Then such supporting structures can subsequently be spread out
together in the form of matting, it even being possible to wind
supporting structures manufactured from plastic as a continuous
product onto a drum, so that they can be drawn off in continuous
lengths when laying the supporting members.
If one starts from a supporting structure with a grating design,
then the relative position between the supporting structure and
stones can be chosen so that either the stones are located in
position with their bottom surface on the supporting structure, at
least in the area of the periphery, or the stones are located in
position with their bottom surface at least on one point of
intersection of the profiles and the profile section following it.
Of course, combinations of the two types can also be considered
here.
As an improvement in the object of the invention and in order to
give the stones additional positional security and to facilitate
the orderly laying of the stones, provision can be made for the
stones to be at least indirectly in positive engagement with the
supporting structure. There are various possibilities for this.
Firstly, provision can be made for the bottom of the stones to be
equipped with recesses for partial engagement with the supporting
structure. These recesses can be for example grooves on the bottom
of the stones, the said grooves matching the grating design of the
supporting structure. However, the supporting structure can also be
provided with formed parts on its upper surface for engagement in
the corresponding recesses on the bottom of the stones.

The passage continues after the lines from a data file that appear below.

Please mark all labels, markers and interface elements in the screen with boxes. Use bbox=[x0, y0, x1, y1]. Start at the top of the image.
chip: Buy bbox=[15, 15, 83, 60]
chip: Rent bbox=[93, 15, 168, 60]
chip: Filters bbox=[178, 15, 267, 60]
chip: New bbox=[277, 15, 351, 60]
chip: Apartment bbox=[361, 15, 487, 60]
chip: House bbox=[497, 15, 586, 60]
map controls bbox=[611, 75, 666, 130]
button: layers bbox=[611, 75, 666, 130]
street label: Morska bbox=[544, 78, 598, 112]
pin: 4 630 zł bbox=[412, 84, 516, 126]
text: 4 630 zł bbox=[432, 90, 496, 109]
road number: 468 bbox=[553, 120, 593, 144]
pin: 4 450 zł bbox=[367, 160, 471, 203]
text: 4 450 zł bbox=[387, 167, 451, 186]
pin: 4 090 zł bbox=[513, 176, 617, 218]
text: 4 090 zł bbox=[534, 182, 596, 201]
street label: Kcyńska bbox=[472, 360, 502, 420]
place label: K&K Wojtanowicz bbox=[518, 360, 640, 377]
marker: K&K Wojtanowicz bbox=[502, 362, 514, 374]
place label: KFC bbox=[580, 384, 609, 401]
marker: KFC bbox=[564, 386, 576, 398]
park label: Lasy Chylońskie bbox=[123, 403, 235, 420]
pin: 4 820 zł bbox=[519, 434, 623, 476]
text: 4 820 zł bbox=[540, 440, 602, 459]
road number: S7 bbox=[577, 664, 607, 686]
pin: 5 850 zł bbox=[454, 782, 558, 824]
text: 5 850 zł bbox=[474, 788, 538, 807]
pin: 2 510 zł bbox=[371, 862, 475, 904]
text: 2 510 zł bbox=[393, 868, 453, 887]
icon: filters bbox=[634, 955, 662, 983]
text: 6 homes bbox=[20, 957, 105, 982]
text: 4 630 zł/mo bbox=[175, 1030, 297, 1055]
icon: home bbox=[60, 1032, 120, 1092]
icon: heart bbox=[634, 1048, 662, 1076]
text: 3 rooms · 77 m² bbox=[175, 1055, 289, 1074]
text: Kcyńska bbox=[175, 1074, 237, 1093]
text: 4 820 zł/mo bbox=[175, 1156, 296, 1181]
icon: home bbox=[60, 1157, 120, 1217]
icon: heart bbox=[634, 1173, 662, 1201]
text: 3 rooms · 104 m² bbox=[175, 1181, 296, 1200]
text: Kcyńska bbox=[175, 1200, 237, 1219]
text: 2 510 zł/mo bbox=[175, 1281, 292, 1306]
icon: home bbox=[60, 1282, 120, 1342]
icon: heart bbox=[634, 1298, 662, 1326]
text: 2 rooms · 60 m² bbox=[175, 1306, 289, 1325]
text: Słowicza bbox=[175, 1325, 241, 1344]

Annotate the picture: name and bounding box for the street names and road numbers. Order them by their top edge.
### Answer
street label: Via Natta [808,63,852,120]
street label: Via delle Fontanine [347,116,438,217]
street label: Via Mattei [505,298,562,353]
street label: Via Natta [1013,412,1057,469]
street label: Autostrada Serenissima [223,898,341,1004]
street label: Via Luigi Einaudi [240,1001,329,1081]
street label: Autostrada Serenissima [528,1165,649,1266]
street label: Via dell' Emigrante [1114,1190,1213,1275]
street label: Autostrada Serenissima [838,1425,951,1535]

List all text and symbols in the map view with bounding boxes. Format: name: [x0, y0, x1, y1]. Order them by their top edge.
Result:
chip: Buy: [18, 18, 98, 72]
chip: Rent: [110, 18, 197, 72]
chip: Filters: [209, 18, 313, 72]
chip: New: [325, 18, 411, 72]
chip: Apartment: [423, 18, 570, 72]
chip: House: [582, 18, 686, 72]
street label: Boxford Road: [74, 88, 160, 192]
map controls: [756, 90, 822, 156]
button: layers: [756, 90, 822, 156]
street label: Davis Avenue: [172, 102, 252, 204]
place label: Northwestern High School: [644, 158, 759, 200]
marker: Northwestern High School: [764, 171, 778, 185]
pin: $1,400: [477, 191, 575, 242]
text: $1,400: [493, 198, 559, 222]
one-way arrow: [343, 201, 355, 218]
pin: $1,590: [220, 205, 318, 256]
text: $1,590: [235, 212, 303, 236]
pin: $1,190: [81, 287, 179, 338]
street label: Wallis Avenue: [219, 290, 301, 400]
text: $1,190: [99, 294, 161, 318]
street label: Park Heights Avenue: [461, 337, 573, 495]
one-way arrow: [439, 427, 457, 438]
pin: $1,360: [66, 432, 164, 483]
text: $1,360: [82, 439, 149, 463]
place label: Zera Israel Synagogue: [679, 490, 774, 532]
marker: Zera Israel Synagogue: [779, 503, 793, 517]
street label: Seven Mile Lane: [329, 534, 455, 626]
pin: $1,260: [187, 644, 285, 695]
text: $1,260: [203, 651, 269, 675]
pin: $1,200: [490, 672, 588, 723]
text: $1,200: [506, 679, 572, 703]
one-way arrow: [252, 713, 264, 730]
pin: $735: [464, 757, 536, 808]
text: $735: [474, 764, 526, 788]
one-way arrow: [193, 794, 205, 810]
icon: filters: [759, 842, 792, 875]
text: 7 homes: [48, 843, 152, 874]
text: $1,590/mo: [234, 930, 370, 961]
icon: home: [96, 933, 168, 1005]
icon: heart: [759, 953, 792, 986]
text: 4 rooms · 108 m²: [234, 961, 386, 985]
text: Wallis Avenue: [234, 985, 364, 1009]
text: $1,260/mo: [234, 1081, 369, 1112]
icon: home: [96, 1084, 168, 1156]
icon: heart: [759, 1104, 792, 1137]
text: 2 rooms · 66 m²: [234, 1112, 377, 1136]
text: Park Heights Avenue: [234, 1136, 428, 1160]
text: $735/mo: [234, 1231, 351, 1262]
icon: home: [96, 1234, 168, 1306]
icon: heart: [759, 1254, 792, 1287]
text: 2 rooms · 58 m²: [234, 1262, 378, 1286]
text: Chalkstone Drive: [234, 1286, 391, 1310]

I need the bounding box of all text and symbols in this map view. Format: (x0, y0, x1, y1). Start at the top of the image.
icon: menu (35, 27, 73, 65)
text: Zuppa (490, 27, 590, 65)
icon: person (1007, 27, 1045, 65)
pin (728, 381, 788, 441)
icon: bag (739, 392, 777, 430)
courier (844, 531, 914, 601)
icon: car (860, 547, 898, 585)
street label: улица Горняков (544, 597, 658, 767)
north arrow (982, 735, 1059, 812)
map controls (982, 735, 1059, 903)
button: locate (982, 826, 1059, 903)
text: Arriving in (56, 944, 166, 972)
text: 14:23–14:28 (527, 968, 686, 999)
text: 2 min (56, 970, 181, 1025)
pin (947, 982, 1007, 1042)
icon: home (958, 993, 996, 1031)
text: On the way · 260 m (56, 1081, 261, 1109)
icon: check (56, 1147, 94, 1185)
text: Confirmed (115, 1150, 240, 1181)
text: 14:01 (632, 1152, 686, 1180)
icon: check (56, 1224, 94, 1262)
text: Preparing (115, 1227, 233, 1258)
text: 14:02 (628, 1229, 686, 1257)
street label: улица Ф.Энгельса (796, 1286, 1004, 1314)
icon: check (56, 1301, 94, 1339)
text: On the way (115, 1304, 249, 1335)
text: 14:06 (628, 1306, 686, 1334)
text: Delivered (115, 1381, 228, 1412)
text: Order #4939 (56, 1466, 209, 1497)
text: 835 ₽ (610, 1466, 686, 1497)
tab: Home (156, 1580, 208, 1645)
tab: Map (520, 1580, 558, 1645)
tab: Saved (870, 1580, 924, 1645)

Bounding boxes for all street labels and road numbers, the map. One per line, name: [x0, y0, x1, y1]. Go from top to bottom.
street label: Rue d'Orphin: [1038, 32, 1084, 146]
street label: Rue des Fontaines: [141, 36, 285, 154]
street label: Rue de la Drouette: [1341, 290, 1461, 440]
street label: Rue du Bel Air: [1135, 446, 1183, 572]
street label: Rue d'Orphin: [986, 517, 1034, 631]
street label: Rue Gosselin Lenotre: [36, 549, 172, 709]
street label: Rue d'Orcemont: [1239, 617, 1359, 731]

Secondly, it is also possible for the supporting structure to be
provided with formed parts on its upper surface for engagement in
the gap between adjoining laid stones. This arrangement also acts
as an accurate positioning tool and bracing against rotational
movement, by which at the same time an accurate design size can be
predetermined.
The formed parts of the kind mentioned can be integrally connected
to the supporting structure, however it is also possible that the
formed parts can be inserted into corresponding recesses in the
supporting structure or can be attached to the profile sections of
the supporting structure. In this case it is advantageous if the
formed parts can be moved with regard to their insertion position
at least within limits on the supporting structure, so that in this
way it is possible to make a slight correction for dimensional
variations in the stones.
As far as the height of the formed parts is concerned, it can be a
fraction of the height of the stone. However, it is also possible
that the formed parts extend at least almost to the upper edge of
the stones so that they can be used as a framing element. At the
same time, corresponding recesses of individual or adjoining stones
also can be filled by the formed parts.
With such formed parts, further provision can also be made for them
to have through recesses or openings through their entire height so
that in this way they help to divert surface water.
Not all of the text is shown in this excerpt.